• Your goal
Filter the entries for the string "Keep". Copy each line that has it.

• Information
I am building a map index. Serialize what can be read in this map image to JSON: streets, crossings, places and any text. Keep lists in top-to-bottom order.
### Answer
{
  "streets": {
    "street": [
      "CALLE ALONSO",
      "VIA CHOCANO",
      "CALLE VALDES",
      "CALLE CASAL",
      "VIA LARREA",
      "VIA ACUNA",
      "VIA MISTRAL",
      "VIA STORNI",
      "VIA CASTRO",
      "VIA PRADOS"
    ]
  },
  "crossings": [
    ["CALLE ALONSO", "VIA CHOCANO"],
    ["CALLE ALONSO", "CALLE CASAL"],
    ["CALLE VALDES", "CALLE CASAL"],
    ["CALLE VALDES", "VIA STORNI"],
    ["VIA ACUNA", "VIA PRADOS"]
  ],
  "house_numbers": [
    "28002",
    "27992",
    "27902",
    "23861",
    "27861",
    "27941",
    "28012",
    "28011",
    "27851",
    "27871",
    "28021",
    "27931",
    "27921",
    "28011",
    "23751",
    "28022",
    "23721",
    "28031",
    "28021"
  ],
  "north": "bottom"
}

...

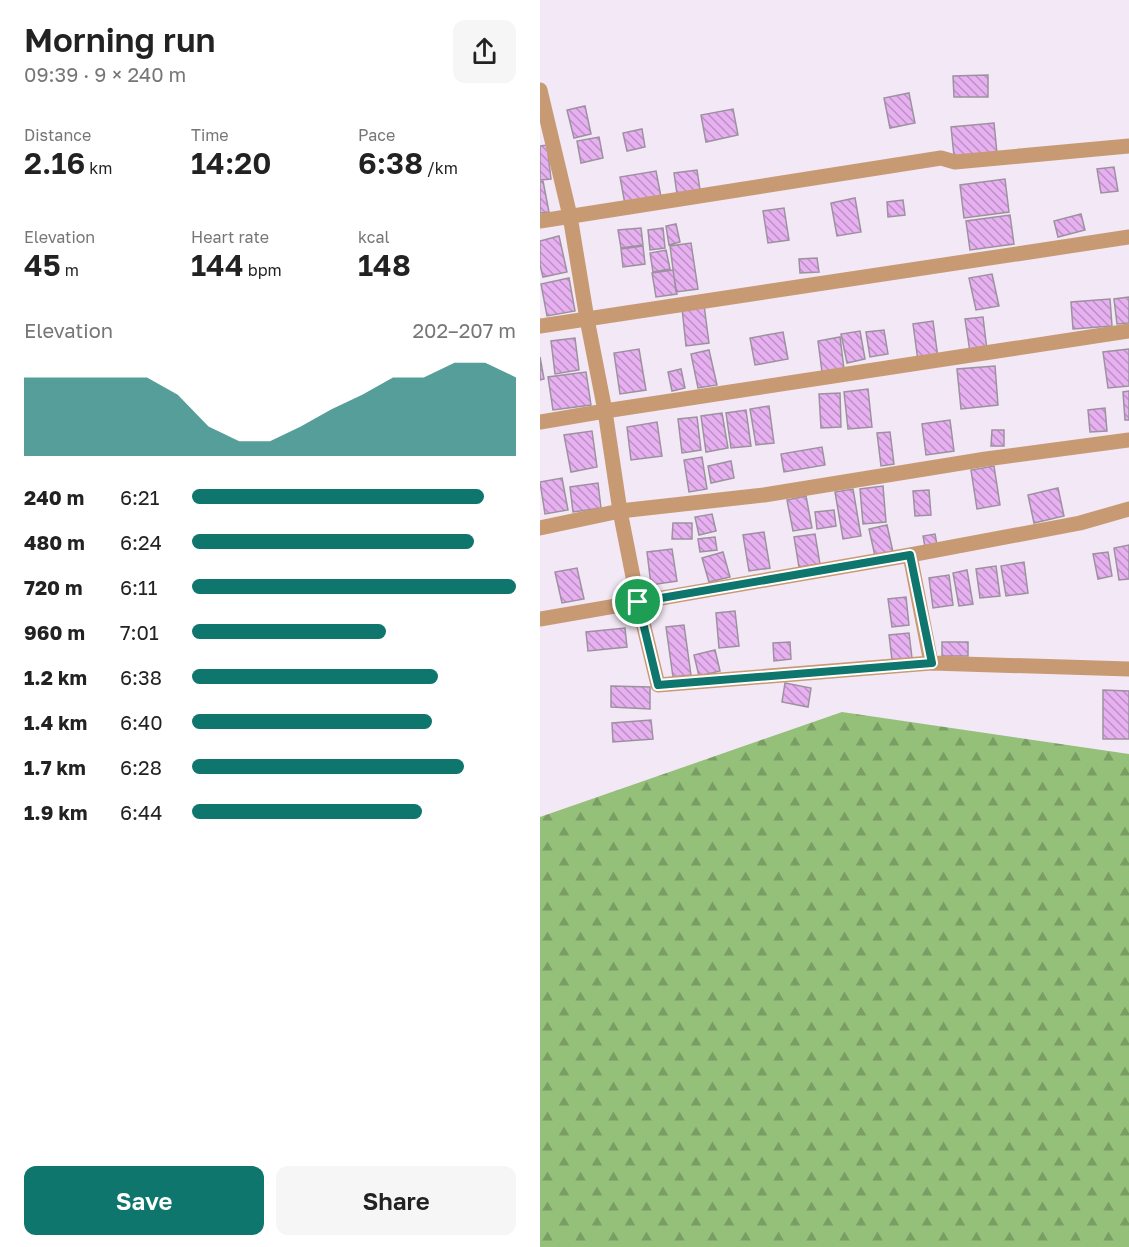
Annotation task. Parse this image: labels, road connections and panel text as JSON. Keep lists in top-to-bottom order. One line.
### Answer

...

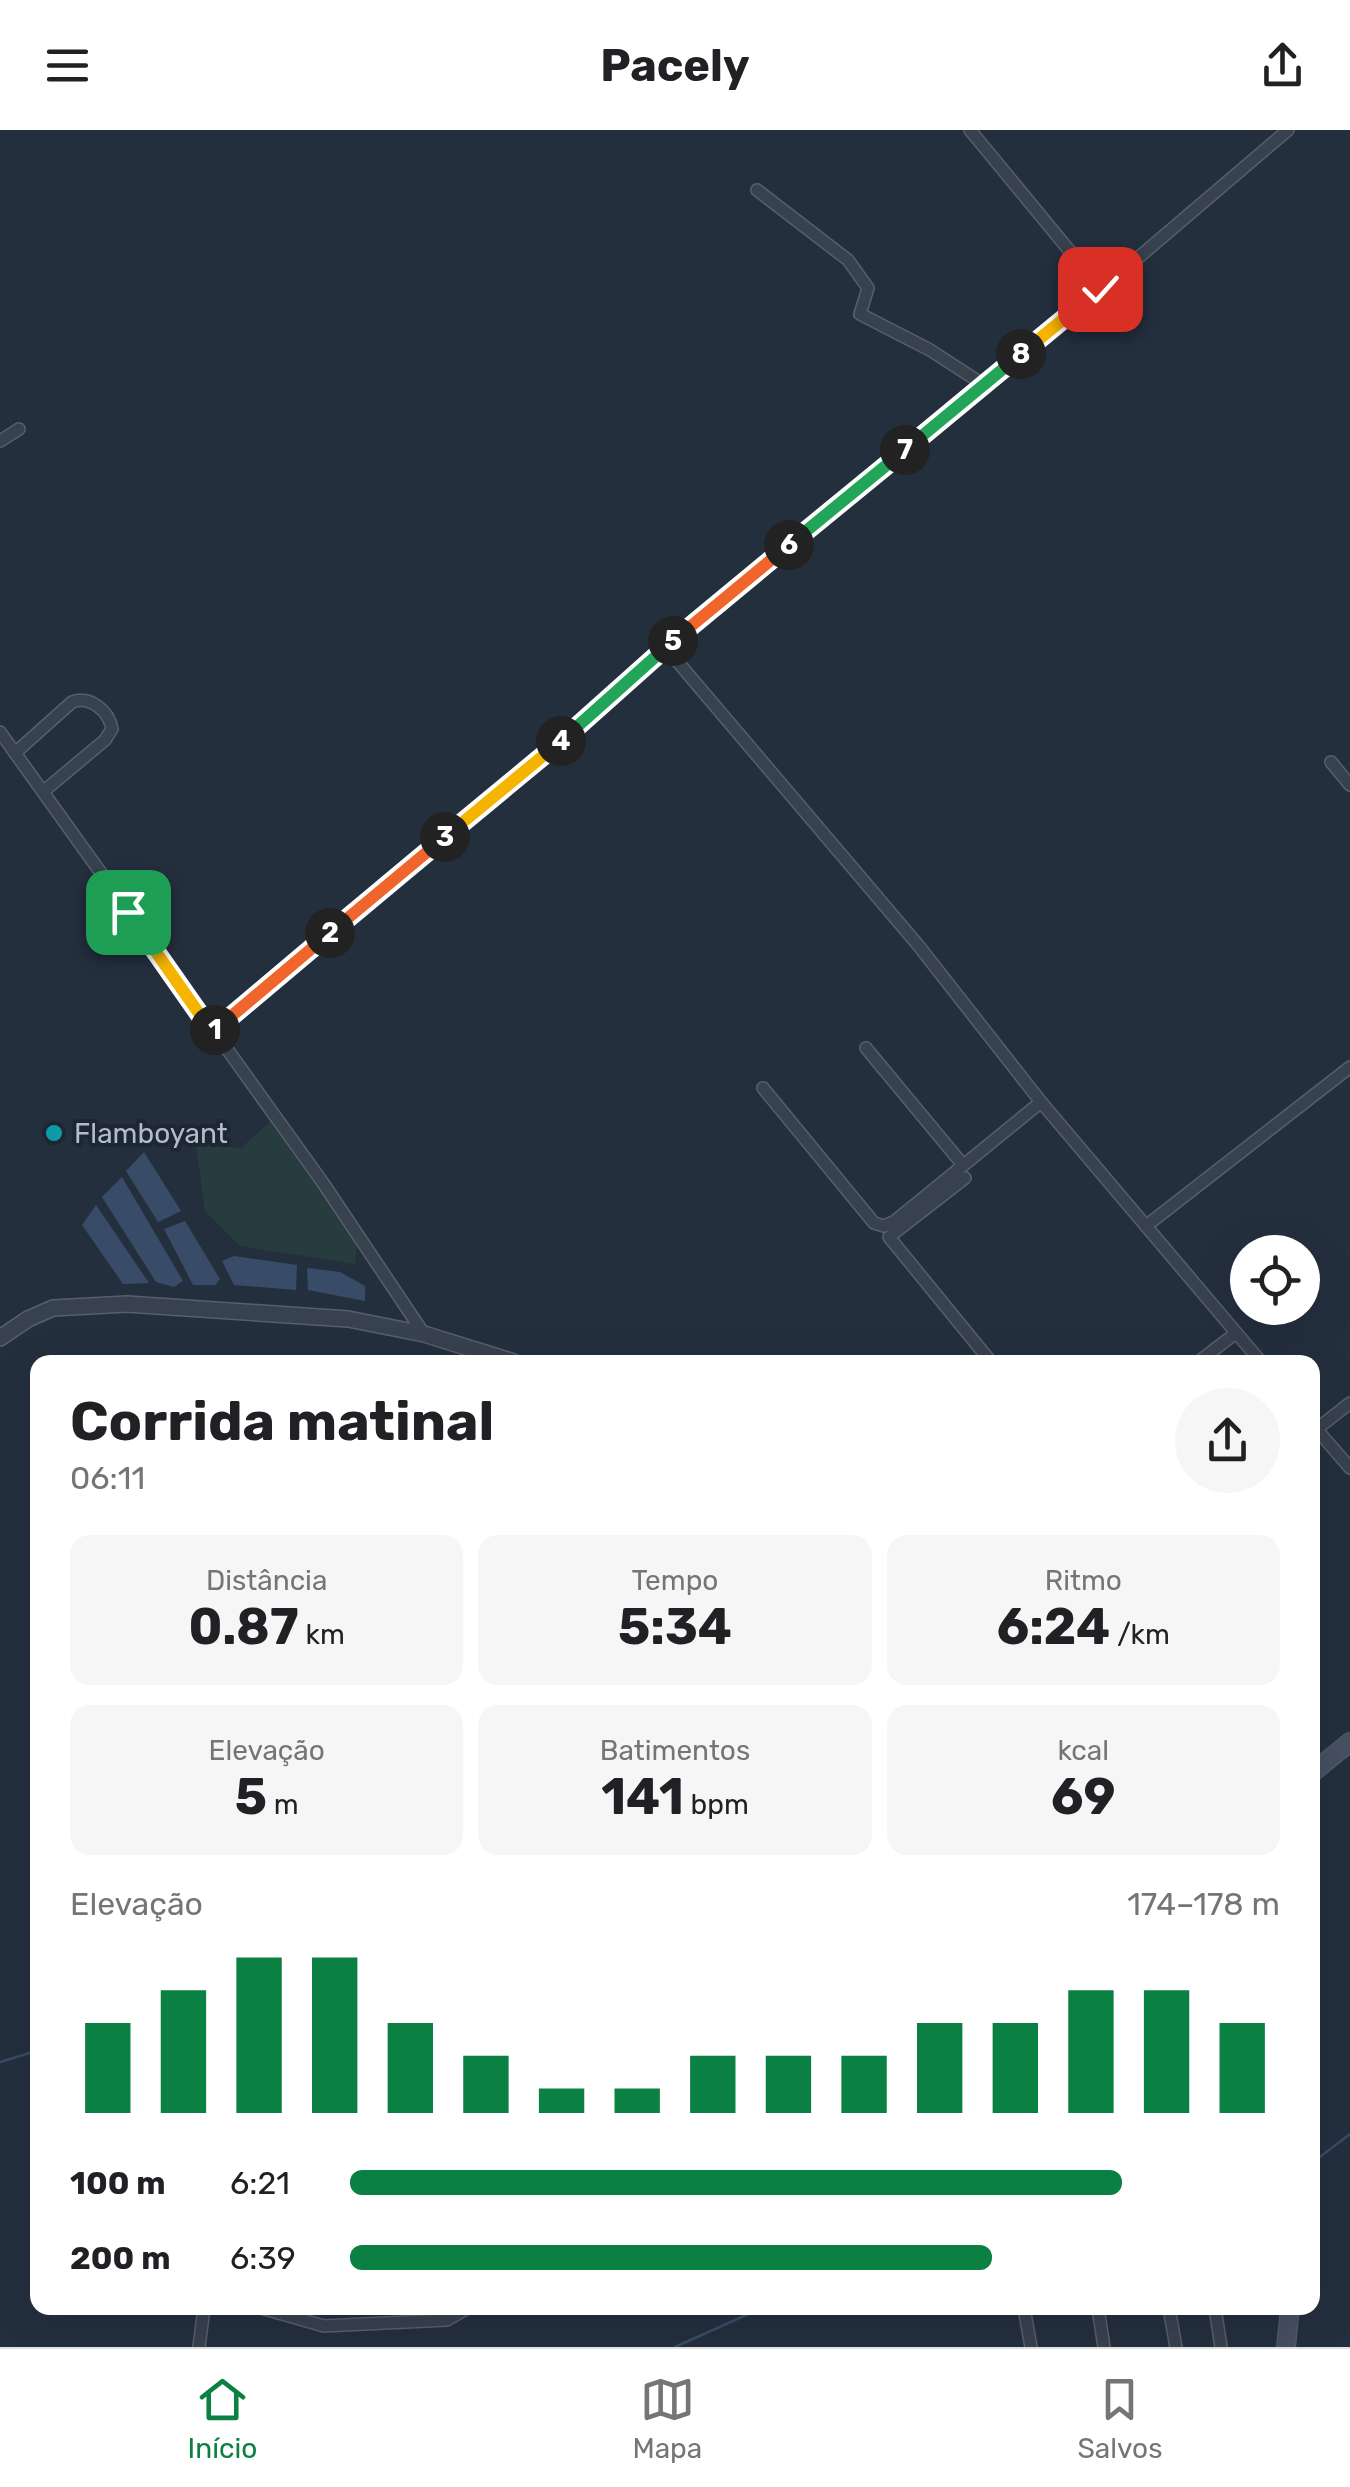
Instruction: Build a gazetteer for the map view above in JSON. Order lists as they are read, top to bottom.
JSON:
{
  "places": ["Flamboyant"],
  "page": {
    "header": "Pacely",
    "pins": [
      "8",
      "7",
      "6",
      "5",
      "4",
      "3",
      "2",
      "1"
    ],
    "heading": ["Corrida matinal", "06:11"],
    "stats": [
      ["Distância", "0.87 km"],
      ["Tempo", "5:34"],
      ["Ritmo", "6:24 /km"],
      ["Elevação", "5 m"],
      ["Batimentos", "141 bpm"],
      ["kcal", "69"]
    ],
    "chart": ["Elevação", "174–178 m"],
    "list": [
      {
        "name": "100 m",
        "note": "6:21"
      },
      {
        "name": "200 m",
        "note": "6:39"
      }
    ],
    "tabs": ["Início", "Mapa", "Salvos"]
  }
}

• Exercise output
I am building a map index. Serialize what can be read in this map image to JSON: streets, crossings, places and any text. Keep lists in top-to-bottom order.
Annotation task. Parse this image: labels, road connections and panel text as JSON. Keep lists in top-to-bottom order. One line.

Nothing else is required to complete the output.